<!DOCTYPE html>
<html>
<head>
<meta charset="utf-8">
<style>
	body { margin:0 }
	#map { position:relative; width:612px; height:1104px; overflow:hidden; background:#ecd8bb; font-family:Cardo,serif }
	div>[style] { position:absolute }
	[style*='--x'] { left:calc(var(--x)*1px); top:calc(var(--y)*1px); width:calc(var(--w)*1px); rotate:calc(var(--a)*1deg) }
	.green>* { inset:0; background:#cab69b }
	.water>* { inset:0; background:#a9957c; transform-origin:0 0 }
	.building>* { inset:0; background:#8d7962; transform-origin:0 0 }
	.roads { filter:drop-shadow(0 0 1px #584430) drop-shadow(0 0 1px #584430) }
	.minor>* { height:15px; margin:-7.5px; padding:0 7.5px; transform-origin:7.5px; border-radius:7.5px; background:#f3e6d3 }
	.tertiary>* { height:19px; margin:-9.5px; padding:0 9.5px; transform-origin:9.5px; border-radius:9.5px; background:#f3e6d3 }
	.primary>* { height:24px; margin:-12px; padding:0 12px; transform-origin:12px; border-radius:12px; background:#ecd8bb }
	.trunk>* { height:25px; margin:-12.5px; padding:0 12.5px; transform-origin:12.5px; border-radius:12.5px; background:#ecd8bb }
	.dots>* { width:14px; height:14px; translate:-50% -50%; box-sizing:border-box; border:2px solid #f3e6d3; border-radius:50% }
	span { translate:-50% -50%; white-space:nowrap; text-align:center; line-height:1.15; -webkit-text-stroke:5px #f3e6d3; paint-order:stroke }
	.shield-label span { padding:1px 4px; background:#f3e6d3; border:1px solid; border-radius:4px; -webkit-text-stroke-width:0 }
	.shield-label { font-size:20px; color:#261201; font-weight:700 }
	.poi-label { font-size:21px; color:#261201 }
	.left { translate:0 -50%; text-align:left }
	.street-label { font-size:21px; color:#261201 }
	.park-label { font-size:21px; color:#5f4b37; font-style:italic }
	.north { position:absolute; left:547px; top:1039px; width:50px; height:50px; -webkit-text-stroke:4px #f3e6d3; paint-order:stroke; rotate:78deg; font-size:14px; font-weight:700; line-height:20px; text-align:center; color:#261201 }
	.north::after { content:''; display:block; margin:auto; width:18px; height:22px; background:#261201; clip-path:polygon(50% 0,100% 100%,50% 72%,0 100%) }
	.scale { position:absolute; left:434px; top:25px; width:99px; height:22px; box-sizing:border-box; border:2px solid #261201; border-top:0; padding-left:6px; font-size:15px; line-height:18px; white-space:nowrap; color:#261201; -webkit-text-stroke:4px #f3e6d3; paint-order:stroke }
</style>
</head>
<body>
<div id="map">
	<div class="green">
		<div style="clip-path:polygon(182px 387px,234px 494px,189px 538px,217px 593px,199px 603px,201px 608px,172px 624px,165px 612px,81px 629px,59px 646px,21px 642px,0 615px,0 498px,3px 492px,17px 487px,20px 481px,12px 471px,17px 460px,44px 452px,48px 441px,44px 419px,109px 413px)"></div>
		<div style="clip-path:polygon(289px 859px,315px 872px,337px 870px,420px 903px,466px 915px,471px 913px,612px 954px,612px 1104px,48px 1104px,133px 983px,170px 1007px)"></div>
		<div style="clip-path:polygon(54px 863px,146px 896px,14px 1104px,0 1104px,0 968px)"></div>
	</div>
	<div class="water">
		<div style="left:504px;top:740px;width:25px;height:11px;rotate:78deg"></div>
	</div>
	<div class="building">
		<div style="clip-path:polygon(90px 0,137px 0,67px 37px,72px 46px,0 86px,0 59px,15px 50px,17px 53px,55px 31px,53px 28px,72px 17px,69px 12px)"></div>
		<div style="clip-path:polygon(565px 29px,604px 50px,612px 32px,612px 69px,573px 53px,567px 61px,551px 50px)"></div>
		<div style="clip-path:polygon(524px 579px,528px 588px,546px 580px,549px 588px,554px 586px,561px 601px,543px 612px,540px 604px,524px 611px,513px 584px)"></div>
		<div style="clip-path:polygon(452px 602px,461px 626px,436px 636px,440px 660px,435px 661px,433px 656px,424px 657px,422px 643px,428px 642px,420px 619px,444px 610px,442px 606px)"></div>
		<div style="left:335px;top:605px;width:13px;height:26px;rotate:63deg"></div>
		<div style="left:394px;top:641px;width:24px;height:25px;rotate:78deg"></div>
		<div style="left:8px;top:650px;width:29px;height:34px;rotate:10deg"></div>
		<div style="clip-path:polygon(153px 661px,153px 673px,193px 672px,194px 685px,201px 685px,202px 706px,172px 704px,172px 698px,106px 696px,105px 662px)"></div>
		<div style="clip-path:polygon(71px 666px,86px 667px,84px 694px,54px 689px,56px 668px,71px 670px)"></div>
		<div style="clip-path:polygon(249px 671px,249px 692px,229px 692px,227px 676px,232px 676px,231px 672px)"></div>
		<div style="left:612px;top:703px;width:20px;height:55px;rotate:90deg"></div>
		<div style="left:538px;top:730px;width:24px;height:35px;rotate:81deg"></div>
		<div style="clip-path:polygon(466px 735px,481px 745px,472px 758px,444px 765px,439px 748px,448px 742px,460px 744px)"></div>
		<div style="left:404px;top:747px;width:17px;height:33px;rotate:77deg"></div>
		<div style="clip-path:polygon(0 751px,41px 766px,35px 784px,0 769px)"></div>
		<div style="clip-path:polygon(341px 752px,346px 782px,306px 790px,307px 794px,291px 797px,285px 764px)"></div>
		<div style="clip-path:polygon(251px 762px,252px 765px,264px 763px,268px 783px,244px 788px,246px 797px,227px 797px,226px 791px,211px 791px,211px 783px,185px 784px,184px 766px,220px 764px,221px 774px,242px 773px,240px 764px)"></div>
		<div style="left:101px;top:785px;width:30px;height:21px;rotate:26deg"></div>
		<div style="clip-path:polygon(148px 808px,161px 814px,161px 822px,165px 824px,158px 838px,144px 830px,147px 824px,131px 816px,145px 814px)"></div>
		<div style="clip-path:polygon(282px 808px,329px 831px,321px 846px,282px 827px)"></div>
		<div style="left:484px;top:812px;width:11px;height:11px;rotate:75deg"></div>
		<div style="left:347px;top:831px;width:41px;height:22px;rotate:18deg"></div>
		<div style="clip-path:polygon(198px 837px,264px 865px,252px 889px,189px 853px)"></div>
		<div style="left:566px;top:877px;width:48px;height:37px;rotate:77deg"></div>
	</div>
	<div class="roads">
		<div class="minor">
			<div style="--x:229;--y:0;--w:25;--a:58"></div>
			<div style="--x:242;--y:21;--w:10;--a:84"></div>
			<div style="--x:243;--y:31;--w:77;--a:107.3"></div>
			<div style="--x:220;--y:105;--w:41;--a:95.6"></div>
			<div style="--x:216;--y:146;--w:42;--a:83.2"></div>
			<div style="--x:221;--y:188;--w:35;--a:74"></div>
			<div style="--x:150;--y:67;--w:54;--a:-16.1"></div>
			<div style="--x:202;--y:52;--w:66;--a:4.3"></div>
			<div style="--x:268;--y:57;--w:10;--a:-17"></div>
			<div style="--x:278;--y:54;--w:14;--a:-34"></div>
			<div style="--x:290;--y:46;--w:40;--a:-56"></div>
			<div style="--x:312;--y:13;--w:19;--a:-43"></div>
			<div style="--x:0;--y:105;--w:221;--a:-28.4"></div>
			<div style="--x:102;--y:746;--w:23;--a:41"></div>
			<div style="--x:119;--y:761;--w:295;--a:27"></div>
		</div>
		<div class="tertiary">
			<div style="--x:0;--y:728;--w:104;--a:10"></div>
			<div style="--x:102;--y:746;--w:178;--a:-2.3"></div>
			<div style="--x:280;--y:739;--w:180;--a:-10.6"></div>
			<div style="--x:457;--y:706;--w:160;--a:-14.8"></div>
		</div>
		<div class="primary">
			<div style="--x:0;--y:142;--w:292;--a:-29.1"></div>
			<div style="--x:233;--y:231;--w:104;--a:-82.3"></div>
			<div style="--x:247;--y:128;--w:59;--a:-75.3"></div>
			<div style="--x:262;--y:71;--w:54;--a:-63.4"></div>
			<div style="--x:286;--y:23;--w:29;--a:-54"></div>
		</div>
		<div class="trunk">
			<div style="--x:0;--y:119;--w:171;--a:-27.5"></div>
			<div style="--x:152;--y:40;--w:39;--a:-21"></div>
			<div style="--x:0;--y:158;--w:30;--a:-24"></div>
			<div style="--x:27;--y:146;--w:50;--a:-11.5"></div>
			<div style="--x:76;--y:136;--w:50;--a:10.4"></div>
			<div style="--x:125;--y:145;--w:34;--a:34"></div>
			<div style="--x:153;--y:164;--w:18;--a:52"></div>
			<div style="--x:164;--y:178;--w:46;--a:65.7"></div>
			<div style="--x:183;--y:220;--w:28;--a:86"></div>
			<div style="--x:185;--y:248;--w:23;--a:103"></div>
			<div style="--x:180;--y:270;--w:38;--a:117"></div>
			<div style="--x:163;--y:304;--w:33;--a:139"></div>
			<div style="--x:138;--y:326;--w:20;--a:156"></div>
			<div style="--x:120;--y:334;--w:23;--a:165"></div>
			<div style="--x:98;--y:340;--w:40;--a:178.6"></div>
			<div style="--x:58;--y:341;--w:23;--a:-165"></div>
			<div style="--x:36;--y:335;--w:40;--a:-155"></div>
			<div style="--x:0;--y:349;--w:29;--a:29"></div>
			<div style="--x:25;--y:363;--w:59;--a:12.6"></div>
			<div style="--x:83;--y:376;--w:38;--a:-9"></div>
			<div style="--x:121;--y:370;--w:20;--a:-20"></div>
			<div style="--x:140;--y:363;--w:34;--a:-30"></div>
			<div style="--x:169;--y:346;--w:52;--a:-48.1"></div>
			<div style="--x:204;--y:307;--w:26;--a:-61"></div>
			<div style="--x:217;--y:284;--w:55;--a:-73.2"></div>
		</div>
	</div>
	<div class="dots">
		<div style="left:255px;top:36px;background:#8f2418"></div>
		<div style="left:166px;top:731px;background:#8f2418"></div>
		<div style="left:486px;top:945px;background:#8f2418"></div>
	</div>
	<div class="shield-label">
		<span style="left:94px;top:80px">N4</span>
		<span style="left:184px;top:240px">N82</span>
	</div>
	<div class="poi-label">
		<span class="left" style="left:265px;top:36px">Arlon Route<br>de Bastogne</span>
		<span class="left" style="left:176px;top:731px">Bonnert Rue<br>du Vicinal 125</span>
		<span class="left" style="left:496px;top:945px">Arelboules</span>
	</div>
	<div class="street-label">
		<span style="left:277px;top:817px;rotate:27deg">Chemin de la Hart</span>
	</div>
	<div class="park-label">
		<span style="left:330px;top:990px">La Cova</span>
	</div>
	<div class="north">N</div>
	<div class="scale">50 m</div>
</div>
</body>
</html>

- - - - -

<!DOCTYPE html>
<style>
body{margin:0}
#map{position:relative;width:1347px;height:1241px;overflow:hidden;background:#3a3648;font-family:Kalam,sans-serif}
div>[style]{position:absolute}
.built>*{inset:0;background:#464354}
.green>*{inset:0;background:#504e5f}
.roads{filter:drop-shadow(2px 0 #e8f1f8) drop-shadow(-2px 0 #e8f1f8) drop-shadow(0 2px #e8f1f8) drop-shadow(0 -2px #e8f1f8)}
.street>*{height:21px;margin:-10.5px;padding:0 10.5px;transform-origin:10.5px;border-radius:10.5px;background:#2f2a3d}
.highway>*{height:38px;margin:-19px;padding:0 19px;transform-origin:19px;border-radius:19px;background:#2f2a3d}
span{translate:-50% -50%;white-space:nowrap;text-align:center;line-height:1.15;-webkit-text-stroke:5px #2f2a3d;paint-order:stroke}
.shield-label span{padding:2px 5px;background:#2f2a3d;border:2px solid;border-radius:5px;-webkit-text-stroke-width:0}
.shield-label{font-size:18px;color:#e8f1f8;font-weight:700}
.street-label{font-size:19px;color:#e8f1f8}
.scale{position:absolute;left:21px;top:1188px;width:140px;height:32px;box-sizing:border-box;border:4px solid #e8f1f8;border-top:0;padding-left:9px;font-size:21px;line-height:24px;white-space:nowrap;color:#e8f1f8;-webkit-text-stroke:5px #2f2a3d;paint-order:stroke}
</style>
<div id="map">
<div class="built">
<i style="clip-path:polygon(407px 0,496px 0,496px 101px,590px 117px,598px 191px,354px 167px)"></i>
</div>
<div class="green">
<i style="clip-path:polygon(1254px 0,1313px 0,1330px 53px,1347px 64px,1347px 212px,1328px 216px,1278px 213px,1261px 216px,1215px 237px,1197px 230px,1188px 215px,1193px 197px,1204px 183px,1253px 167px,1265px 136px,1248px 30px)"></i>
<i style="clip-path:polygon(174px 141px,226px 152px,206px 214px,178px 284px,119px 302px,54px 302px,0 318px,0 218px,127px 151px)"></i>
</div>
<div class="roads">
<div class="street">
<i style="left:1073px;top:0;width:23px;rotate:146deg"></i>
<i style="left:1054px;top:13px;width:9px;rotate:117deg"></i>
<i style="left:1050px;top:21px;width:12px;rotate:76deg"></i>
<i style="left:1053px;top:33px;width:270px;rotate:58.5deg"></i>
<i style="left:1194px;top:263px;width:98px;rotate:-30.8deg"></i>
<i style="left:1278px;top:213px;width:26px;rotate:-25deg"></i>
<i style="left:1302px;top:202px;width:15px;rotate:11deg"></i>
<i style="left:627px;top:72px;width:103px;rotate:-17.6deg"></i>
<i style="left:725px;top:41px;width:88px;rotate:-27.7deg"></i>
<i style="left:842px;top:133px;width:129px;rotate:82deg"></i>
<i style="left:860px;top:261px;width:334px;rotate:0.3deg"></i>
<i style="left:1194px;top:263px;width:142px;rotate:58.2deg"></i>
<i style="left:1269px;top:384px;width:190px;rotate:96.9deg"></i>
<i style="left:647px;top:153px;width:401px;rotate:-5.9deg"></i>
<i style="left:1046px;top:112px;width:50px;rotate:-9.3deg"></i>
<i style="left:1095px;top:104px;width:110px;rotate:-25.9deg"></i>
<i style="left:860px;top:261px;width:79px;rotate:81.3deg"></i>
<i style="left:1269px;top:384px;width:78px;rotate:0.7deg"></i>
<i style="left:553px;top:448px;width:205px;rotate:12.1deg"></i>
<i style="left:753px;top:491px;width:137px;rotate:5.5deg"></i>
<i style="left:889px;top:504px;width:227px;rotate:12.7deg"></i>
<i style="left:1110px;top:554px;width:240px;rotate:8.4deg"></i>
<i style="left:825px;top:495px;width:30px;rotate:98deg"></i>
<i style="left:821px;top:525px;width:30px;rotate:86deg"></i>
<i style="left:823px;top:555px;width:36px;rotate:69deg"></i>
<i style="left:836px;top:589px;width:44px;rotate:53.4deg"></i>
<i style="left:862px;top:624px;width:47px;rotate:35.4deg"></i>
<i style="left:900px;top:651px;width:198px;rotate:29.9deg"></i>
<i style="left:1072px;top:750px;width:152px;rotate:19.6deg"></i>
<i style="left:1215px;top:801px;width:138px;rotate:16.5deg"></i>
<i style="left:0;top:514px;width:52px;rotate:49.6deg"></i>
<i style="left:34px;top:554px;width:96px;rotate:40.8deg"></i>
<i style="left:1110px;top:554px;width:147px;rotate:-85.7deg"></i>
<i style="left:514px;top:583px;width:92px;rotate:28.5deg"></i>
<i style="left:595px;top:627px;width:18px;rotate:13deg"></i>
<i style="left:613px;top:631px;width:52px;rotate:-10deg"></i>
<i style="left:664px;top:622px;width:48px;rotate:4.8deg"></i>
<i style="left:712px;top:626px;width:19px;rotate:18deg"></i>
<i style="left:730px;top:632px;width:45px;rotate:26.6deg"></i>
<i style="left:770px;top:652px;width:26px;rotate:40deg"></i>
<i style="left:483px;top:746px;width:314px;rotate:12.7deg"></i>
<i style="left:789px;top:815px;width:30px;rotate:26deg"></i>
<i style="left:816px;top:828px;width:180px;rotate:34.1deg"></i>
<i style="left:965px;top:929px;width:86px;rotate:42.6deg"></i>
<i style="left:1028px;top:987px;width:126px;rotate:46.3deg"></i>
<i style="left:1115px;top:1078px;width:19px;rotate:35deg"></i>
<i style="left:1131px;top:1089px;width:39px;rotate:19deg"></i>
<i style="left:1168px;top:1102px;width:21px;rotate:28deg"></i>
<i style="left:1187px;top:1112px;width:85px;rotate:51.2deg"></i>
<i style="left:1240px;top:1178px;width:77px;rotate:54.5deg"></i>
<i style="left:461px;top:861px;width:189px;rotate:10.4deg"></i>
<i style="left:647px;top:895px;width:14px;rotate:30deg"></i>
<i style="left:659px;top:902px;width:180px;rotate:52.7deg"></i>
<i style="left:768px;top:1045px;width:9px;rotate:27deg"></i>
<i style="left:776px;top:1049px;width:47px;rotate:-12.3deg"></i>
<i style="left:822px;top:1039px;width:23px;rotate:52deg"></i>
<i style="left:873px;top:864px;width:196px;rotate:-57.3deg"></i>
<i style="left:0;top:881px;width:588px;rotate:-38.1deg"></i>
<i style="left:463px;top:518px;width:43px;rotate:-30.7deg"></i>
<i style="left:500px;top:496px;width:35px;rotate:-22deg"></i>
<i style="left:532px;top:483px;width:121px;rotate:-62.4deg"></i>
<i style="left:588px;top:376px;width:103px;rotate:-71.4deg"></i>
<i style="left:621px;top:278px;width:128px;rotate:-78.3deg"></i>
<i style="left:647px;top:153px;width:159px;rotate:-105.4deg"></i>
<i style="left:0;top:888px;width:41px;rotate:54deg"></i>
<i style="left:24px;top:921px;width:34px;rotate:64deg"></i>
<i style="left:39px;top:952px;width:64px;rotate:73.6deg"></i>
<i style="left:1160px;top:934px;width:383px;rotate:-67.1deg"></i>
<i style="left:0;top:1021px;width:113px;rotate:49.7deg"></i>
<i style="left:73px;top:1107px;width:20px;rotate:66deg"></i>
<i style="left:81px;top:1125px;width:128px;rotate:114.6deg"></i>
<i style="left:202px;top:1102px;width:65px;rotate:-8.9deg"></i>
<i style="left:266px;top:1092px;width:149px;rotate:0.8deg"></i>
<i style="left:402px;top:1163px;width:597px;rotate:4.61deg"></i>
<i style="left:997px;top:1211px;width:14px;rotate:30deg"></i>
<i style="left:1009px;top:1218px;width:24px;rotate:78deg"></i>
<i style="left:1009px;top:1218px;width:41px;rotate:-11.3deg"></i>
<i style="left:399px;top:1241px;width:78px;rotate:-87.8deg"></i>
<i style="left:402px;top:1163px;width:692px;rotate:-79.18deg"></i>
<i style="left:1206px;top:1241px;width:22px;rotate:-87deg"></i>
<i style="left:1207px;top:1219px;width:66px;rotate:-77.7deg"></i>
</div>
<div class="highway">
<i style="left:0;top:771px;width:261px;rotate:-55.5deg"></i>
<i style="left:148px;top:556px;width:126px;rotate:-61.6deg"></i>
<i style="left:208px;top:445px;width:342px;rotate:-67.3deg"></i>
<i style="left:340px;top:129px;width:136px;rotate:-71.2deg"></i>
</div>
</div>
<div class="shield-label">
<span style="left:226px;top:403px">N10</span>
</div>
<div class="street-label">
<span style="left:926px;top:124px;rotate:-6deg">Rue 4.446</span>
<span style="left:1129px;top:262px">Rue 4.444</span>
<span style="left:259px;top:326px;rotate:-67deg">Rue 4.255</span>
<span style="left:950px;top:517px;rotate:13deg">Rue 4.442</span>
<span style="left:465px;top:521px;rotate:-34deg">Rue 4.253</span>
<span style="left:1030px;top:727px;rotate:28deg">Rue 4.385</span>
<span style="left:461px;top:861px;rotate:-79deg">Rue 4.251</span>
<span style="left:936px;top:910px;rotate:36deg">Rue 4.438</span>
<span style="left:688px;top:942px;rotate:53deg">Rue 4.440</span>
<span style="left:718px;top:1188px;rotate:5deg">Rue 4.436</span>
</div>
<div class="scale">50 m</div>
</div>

- - - - -

What to produce:
Please give the number of lines in the listing above where "water" appears, and nothing else.

Your response:
2